No último domingo (5), o Brasil perdeu um dos seus maiores pensadores na área de urbanismo. Entre outros projetos, Carlos Eduardo Ceneviva foi responsável pela implantação do sistema de transportes de Curitiba, hoje copiado por cidades de todo o mundo. Em 2014, a revista Bares & Restaurantes publicou uma de suas poucas entrevistas, que reproduzimos abaixo
Por Valerio Fabris
A implantação de vias exclusivas para o tráfego de ônibus, que se realiza em várias capitais, é como se fosse o início de um processo de alfabetização. Até a pessoa se tornar plenamente alfabetizada, escrevendo e lendo fluentemente, terá de passar por várias etapas de aprendizado. Por analogia, pode-se dizer que, em termos de transporte público, o BRT é a fase primária. O completo domínio da leitura, da escrita, dos números e das operações matemáticas corresponderia, no transporte público de uma cidade, ao estágio da rede integrada.
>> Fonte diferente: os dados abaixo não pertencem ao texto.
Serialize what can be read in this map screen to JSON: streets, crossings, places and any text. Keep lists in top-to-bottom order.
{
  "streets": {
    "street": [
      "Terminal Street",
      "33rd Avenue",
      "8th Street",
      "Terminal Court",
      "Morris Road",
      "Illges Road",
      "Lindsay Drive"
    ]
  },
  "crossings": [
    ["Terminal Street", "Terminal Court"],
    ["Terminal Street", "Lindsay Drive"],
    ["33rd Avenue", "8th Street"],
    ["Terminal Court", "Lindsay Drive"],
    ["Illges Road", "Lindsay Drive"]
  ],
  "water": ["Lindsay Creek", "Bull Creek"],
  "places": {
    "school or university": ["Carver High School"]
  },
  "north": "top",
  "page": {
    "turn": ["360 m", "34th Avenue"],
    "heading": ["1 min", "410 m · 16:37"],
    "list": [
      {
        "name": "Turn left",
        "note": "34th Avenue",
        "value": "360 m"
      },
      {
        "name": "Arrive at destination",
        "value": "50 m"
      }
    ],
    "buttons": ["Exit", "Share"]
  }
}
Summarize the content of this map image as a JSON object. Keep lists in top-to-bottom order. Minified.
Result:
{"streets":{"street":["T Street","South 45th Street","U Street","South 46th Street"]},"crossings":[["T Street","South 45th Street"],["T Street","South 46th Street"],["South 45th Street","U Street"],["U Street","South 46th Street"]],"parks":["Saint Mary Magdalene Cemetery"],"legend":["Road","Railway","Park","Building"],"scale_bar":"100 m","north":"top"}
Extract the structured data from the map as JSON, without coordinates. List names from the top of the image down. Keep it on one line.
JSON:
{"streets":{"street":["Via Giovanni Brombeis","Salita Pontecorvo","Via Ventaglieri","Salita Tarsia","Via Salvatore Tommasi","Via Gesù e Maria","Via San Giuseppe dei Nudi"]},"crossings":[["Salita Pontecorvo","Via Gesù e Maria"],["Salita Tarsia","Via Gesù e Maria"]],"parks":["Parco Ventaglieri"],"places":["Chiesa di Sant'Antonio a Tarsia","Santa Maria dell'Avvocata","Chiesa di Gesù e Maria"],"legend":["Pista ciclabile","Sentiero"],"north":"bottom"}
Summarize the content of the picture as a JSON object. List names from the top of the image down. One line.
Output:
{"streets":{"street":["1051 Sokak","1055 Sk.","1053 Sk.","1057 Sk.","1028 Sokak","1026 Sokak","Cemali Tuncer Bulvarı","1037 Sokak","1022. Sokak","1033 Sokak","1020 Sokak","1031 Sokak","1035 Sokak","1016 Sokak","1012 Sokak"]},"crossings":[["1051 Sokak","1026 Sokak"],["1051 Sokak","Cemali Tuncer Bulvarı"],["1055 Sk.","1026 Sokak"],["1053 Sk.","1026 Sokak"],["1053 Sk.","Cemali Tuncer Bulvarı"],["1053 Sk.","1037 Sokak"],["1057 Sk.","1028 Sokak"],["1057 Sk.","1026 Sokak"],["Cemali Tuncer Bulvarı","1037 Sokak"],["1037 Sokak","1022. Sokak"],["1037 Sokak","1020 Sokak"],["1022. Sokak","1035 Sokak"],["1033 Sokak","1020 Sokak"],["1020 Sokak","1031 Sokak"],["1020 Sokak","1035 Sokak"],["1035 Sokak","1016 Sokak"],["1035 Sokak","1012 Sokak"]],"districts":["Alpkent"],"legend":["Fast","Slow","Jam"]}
É o que explica o arquiteto Carlos Ceneviva, uma das referências mundiais em sistema viário e em rede de transporte público. Ele esteve sempre presente, com maior ou menor intensidade, durante todo o curso de implantação do sistema integrado de Curitiba, iniciado há quatro décadas. Atuou, direta ou indiretamente, nos mandatos dos seguintes prefeitos: Lerner (1971/74 e 1979/83 e 1989/92), Saul Raiz (1974/79) e Rafael Greca (1993/96).
Foi durante as gestões do prefeito Jaime Lerner, no entanto, que Ceneviva mostrou uma atuação mais autônoma, arrojada e inovadora, promovendo o espraiamento da rede de transportes. Ele se tornou assim uma figura chave da equipe de Lerner, um personagem decisivo para que, junto com o prefeito e amigo, alçasse Curitiba à condição de modelo internacional em transporte coletivo. Um terceiro astro da equipe, o arquiteto Rafael Dely, falecido há sete anos, foi o responsável pelo ovo de Colombo do sistema viário, encontrando um meio de conciliar o transporte individual, em vias rápidas, com as pistas exclusivas para os ônibus expressos.
A afinidade de ideias entre Rafael, Ceneviva e Lerner teve origem na mesma turma da Escola de Arquitetura da Universidade Federal do Paraná, que se graduou em 1964, portanto há 50 anos. Ceneviva é um dos principais mentores, na equipe de Lerner, do ônibus articulado e da estação-tubo. Ao fazer uma retrospectiva da trajetória que elevou Curitiba ao status de showroom de soluções urbanas, tendo na mobilidade um dos capítulos que mais despertam interesse dos gestores públicos brasileiros internacionais, Ceneviva diz que o pré-requisito para que qualquer cidade realize um percurso semelhante é que disponha de capital humano adequado.
Ou seja, que administração pública tenha, no seu núcleo de poder, urbanistas afetivamente envolvidos com a cidade, que sejam movidos pelo ideal de melhorá-la e que disponham de autonomia gerencial para realizar as mudanças necessárias. No caso do transporte público, reitera ele, o alvo tem de ser a rede integrada. Isso significa uma teia de linhas, com eixos de vias expressas de ônibus que se liguem às extremidades do perímetro urbano, sendo entrecruzados por linhas circulares.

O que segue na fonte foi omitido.